3. Subscriber’s Representations and Warranties.
The undersigned hereby represents and warrants as follows:
3.1 The undersigned is acquiring the Shares for the undersigned’s own account for investment, not for the interest of any other person, not for resale to any other person and not with a view to or in connection with a sale or distribution.
3.2 The undersigned has sufficient knowledge and experience in financial and business matters so that he is capable of evaluating the merits and risks of an investment in the Shares and of protecting his interests in connection with such investment, or he has obtained the advice of an attorney, a certified public accountant, or an investment advisor registered under the Investment Advisors Act of 1940 or under the Michigan Uniform Securities Act of 2002, with respect to the merits and risks of an investment in the Shares and the protection of his interests.

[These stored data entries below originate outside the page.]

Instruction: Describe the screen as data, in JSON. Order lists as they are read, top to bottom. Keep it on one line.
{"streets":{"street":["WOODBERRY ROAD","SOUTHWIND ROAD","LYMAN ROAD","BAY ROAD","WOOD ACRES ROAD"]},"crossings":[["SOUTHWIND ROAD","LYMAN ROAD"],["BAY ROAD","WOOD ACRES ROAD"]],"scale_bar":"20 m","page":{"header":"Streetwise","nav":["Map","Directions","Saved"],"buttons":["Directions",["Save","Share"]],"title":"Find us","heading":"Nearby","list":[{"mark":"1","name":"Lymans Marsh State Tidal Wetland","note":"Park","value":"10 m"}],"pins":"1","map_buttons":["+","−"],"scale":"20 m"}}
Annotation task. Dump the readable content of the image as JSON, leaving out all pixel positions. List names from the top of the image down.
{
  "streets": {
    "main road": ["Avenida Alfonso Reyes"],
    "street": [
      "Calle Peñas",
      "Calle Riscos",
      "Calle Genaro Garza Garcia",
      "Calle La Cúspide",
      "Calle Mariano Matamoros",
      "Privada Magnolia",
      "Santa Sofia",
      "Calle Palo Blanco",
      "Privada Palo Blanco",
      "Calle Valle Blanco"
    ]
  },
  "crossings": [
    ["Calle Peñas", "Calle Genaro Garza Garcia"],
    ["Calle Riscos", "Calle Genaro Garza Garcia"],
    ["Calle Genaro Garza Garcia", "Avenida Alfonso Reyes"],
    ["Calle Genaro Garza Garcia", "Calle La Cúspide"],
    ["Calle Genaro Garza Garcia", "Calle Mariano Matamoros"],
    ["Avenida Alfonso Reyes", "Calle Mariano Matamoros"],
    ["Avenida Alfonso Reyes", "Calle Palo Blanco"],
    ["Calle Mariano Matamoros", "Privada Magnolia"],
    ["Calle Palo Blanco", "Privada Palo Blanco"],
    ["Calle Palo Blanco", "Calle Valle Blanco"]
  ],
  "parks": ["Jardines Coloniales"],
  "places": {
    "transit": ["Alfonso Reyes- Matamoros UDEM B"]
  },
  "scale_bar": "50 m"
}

3.3 The undersigned has had an opportunity to ask questions of and receive answers from representatives of the Company with respect to this Offering. The Company has provided the undersigned with all documents requested and has provided answers to all of the undersigned’s questions relating to an investment in the Company. In addition, the undersigned has had an opportunity to discuss this investment with representatives of the Company and to ask questions of them.
3.4 The undersigned is acquiring the Shares and has been furnished with the Company Organizational Documents, the Shareholder Agreement, the Voting Agreement and has access to the registration statement. The undersigned has not been furnished with any prospectus or other offering literature.
3.5 The undersigned understands that an investment in the Company is speculative and involves a high degree of risk, and the undersigned has carefully reviewed and is aware of all of the risk factors related to the purchase of the Shares.
3.6 The undersigned understands that there is no market for the Shares, and it is not anticipated that such a market will develop.
3.7 If this Subscription Agreement is executed and delivered on behalf of a partnership, trust, corporation or other entity: the undersigned has been duly authorized to execute and deliver this Subscription Agreement and all other documents and instruments (if any) executed and delivered on behalf of such entity in connection with its purchase of Shares subscribed for.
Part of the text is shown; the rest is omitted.